One aim of these guard rails can be to correct what is perceived as distortions in the training data. This is achieved by assigning a greater or lesser weight to certain variables or keywords than would be assigned to them based on the statistical distribution in the training data. There are many legitimate reasons to do this. For example, if AI were trained to sort job applications using only the data of previously successful applicants, many forms of previous exclusion would simply be automatically perpetuated, which would run counter to politically desired efforts to achieve greater diversity in the workplace . The images of popes generated by Google Gemini were, as Google itself explained , probably the result of a correction of the under-representation of people of color in the training data.
It was not least this intervention that many, particularly on the political right, objected to. For them, it was an example of the ‘woke thought police’. They are not entirely wrong about that. After all, who authorized the managers and engineers at Google to make these decisions? What are their qualifications and what are the criteria? Who benefits from them and who suffers? These are legitimate questions that should be resolved in a way that produces accountability.
But this is the opposite of what the far right wants. As is so often the case when right-wing populists point out real problems , their approaches do nothing to solve them. On the contrary, it makes them worse. In effect, they want to impose simply a form of thought police that suits them. Elon Musk explicitly positions his generative AI, Grok, as ‘anti-woke’ without it functioning in any fundamentally different way. Indeed, there are by now many examples of how Grok is steered away from politically inconvenient, but statistically correct, statements.
The design of such guard rails is inevitably a political process. Which characteristics in the existing data sets should be corrected and in what form this correction should be made cannot be answered in a value-free manner. Again, aesthetic-normative rather than analytical-empirical questions arise. It is less about what an accurate representation (of what?) really is, but rather which version of the possible should be realized.
For the data and computer sciences, which see themselves as technical disciplines, this is a fundamental dilemma that cannot be solved analytically. Not even by rejecting guard rails entirely. Taking historical data as an unproblematic representation of reality (‘ground truth’) is highly problematic. Every historian knows these problems with archival records. They never speak simply truth but contain the perspectives of their makers. Using data without guardrails would not be any more objective, rather it would mean to automate and thus perpetuate historically evolved forms of privilege and marginalization. This highlights again that we need to apply the aesthetic/normative criteria to understanding these images, which makes them invariably political. For the far right, however, the performative rejection of such guard rails, serves a double purpose. First, by reproducing past discrimination and presenting it as high-tech future, it smoothly aligns with reactionary modernism. Second, by transposing politics to a field of assumed technical objectivity (math never lies!), it renders it nontransparent and beyond question.
Yet, every image is the result of a highly situated production. In the case of generated images, this situatedness is characterized by the historical and political nature of the data, as well as by the values and interests of those who create models from it. As a result, the boundary between what can exist and what should exist becomes blurred. In one way or another, it is decided here which versions of the future can be articulated at all. A look at the situatedness of technology shows that there is no technological determinism at work here, but rather concrete institutional dynamics that are determined not least by the underlying data and the built-in norms and guard rails. This gives the premonition element of the images a distinctly political character.

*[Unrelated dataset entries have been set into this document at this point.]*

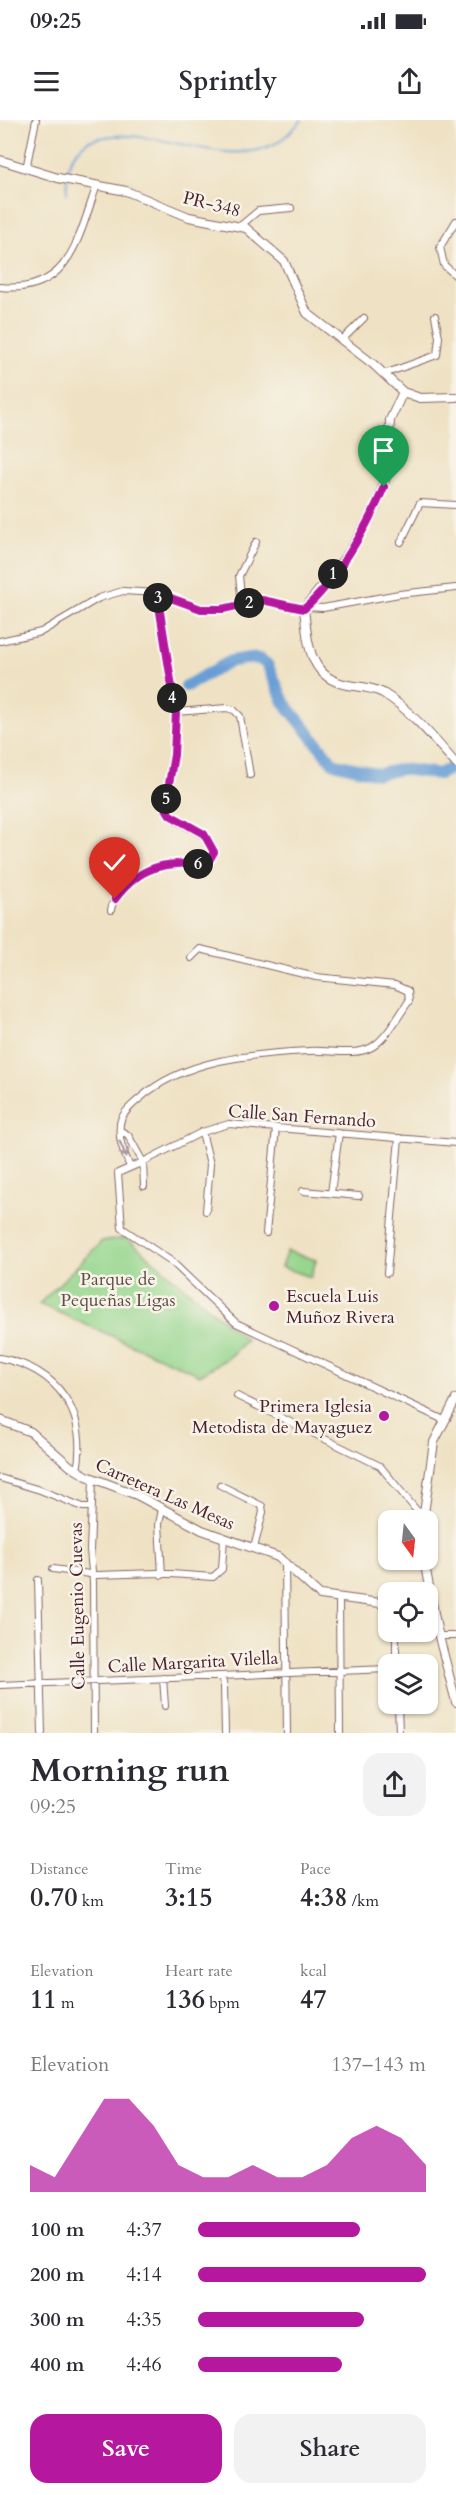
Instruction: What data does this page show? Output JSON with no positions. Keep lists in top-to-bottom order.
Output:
{
  "streets": {
    "street": [
      "PR-348",
      "Calle San Fernando",
      "Carretera Las Mesas",
      "Calle Eugenio Cuevas",
      "Calle Margarita Vilella"
    ]
  },
  "crossings": [
    ["Carretera Las Mesas", "Calle Eugenio Cuevas"],
    ["Calle Eugenio Cuevas", "Calle Margarita Vilella"]
  ],
  "parks": ["Parque de Pequeñas Ligas"],
  "places": ["Escuela Luis Muñoz Rivera", "Primera Iglesia Metodista de Mayaguez"],
  "north": "bottom",
  "page": {
    "status": "09:25",
    "header": "Sprintly",
    "pins": [
      "1",
      "3",
      "2",
      "4",
      "5",
      "6"
    ],
    "heading": ["Morning run", "09:25"],
    "stats": [
      ["Distance", "0.70 km"],
      ["Time", "3:15"],
      ["Pace", "4:38 /km"],
      ["Elevation", "11 m"],
      ["Heart rate", "136 bpm"],
      ["kcal", "47"]
    ],
    "chart": ["Elevation", "137–143 m"],
    "list": [
      {
        "name": "100 m",
        "note": "4:37"
      },
      {
        "name": "200 m",
        "note": "4:14"
      },
      {
        "name": "300 m",
        "note": "4:35"
      },
      {
        "name": "400 m",
        "note": "4:46"
      }
    ],
    "buttons": ["Save", "Share"]
  }
}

Another world can be generated
But if there is no technological determinism at work, this means that entirely different worlds could be generated. Such an interest pervades the work of the German-Iraqi artist Nora Al Badri, for example.
Nora Al Badri. Babylonian Vision, Gan Video, 2020 (Video Still)

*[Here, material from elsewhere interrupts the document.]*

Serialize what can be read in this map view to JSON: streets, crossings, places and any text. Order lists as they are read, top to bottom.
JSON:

One of her works is Babylonian Vision (2020). For this, she trained a neural network, a so-called Generative Adversarial Network (GAN), a precursor to current image-generating processes, with 10,000 images from the five museums with the largest collections of Mesopotamian, Neo-Sumerian and Assyrian artifacts. From these, further new artifacts have now been generated in the form of videos and images and presented in the exhibition space as objects of speculative archaeology.
The work deals with two core questions of image generation. Firstly, how does the data of the past, with which machines are trained, bear the traces of its own, often violent, history? This is already evident in the question of access. Although all museums were approached, most of the large collections did not make their data available, some by erecting insurmountably high administrative walls (such as the requirement to fill out one form for each image). So they had to be obtained by other means. Where does this refusal of museums to allow access to their data come from, even though it would be technically and legally easy? Who is allowed to work with these objects/data? To what extent is a colonial order of knowledge being perpetuated in the digital world?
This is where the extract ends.